The public perception of medication and treatment is a major obstacle to improving healthcare in India, says Monica Lakhanpaul (a leading professor of integrated community child health). India is a country deeply rooted in tradition. This often means that many in the population are not eager to accept modern technological or medical intervention, she says.

Lakhanpaul mentioned at the Difficult Dialogues summit that “People have different levels of acceptance for medication because of their socio-cultural assumptions and prejudices”. Also criticised was India’s continued refusal to appoint the necessary funds to the healthcare system to deal with many diseases and situations that are swiftly becoming overwhelming.

An important avenue for health expenditure is education. Many Indians, particularly in rural areas where western style medicine is not as readily available, prefer holistic treatment and natural remedies. This is a part of Indian culture and has been practised for hundreds of years. Many are unwilling to receive modern treatment at the expense of tradition.

For many however, it is a simple matter of the out of pocket expenditure that comes attached to many medical treatments that dissuades them from accessing medical treatment. Since most of India is covered by private medical institutes, with many areas lacking government funded coverage, often the high prices incurred lead people to rely on cheaper alternatives such as holistic treatment.
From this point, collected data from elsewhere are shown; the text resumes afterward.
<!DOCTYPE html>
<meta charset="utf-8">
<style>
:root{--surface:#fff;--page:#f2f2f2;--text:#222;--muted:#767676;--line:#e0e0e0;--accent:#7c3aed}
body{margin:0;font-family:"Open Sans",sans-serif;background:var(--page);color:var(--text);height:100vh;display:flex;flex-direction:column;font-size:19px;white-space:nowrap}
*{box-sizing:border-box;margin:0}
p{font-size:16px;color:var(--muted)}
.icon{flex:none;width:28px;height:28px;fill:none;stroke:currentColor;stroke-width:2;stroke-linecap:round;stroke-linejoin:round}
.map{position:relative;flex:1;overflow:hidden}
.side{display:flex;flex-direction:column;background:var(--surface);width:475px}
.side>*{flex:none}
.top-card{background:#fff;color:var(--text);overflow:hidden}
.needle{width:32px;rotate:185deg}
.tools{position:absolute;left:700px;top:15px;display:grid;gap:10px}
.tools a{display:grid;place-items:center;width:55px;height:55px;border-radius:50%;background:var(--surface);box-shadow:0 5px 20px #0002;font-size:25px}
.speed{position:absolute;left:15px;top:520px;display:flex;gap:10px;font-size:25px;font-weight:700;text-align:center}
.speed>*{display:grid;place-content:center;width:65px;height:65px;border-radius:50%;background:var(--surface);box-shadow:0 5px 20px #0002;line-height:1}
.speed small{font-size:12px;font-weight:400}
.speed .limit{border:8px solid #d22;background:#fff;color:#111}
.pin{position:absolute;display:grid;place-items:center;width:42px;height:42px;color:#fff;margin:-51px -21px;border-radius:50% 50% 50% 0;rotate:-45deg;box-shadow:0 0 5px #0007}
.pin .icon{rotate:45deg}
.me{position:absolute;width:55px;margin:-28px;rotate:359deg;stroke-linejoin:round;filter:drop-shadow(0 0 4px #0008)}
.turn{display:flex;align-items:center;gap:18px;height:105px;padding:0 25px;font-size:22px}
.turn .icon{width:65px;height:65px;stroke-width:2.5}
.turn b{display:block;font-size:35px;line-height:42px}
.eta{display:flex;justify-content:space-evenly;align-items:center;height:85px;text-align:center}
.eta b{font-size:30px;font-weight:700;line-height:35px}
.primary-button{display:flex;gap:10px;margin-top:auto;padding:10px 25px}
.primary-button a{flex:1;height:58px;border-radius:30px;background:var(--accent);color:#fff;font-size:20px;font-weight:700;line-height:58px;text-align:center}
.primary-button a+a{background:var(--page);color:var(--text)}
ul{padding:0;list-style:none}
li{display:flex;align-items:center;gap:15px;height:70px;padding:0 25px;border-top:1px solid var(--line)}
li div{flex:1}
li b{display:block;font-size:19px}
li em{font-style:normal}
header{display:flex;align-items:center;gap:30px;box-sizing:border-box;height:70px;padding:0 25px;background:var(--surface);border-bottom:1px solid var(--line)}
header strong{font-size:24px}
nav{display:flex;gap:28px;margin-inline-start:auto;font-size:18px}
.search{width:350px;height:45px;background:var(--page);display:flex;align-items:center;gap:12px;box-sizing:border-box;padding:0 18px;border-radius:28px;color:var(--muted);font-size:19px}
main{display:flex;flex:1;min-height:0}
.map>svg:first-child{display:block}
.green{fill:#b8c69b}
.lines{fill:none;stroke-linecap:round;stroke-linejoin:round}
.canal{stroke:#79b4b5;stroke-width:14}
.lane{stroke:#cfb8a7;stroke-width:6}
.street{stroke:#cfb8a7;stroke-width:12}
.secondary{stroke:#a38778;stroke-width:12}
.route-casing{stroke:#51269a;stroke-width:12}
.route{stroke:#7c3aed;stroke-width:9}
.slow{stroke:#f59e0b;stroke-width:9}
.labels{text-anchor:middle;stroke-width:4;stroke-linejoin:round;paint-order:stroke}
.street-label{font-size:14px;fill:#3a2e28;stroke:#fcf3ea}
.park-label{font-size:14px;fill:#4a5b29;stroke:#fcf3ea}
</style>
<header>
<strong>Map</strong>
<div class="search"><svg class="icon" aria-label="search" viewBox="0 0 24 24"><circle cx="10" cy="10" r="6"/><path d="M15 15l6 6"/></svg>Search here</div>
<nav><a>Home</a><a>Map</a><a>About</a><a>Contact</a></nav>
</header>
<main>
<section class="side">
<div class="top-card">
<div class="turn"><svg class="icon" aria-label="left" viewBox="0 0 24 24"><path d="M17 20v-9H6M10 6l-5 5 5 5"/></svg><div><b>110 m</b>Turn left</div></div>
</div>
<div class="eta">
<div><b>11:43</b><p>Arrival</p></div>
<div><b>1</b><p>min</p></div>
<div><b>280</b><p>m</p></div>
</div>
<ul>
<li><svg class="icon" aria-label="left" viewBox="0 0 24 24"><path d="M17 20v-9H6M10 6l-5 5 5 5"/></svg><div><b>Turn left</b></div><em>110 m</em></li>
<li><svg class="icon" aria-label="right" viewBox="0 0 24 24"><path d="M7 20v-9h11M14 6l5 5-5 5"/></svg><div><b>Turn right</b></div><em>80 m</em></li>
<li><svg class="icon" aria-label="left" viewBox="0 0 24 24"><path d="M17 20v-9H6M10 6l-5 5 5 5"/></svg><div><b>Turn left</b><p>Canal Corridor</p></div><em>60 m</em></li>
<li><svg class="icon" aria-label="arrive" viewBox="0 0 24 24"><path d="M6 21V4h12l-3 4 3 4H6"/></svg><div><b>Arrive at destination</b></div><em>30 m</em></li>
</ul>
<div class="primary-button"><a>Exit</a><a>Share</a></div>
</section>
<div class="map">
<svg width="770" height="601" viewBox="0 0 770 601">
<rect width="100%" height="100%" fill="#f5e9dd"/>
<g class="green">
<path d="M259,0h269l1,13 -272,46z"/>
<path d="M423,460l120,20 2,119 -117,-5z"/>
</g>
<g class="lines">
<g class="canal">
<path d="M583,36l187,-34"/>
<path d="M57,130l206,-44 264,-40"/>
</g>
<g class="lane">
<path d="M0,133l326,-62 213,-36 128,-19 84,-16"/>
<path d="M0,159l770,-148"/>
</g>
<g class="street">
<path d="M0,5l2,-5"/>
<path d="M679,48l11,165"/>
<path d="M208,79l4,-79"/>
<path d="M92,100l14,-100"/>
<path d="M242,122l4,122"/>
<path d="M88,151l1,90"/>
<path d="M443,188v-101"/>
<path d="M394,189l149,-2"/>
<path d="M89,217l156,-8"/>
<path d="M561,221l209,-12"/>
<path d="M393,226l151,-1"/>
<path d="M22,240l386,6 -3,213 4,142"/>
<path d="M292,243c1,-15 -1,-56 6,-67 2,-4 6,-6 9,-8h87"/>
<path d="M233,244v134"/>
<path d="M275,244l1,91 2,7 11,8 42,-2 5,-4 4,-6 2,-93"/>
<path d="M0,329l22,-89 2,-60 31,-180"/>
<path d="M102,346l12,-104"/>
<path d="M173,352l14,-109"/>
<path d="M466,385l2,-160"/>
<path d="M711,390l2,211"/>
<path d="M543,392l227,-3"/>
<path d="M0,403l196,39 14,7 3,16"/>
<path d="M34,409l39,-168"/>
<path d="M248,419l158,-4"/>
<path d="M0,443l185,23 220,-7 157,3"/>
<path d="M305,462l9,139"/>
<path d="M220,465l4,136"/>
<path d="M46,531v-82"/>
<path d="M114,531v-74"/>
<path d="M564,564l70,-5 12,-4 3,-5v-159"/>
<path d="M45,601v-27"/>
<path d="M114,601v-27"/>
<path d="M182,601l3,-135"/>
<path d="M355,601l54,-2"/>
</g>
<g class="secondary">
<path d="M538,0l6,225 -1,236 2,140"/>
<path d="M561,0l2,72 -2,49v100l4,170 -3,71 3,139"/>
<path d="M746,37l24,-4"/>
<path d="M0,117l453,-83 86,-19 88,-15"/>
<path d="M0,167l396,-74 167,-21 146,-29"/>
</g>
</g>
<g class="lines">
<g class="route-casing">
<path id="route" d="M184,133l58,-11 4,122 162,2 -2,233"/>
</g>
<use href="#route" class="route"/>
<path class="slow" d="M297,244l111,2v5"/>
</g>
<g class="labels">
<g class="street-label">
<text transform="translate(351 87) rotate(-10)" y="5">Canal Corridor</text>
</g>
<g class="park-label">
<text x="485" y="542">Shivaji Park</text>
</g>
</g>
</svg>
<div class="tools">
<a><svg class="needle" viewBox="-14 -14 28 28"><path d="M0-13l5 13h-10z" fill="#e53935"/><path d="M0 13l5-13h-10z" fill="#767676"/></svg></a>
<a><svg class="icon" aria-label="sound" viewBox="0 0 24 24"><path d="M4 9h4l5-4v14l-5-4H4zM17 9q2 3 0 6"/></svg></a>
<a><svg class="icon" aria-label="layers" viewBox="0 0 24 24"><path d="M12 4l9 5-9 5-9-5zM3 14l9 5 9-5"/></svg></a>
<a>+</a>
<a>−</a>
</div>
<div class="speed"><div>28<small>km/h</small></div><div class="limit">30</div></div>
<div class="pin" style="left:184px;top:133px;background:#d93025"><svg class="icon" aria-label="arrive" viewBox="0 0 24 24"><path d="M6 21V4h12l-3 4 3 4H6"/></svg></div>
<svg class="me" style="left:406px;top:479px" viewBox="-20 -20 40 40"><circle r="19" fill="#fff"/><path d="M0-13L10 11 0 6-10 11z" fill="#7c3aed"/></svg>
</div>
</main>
India’s current economic and cultural situation is a complex one. Many rural areas adamantly adhere to their traditional culture., Their farming communities are in the same condition now as they were generations ago. The conditions of India’s cities could not be more different, where the country’s industrial revolution has sparked change on a cataclysmic scale. This revolution has benefited India economically, but often at the expense of people’s health. These cities are now becoming so polluted from the rapid expansion of industry that 80,665 premature deaths from pollution-related illnesses are said to have occurred in 2015 in Delhi and Mumbai alone.

These two situations, though markedly different, do not exist in isolation. Air pollution affects areas far outside the industrial cities that cause them, causing damage to crops that some statistical studies suggest to be as high as a 36 percent reduction since 1980. The impact of resultant climate change and pollution also causes many of the same health conditions to those in surrounding rural communities as those in the cities.

The high density populations of the cities provide breeding grounds for many infectious diseases, which can then be spread to rural communities through interactions such as trading. Modern day transport systems act as vectors for the transmission of these infections to other regions, presenting rural and tribal communities with disease burdens they would not have been exposed to in the past.

As mentioned by Professor Lakhanpaul, potentially the only way of introducing better standards of medical care to communities and individuals who would otherwise refuse it is through better education. This could either be through schooling or through public events such as the recent artistic medical expo hosted at Thiruvananthapuram Medical college which has drawn a large amount of public attention.

People are, however, often set in their ways. It may be the case that this issue of the lack of acceptance of modern medicine resolves itself on a generational basis. As more and more Indians become accustomed to modern technology, with younger and future generations growing up not knowing life without modern technology, the stigma surrounding western medicine may disappear. Despite this, for many modern medicine is still beyond reach whether they accept it or not.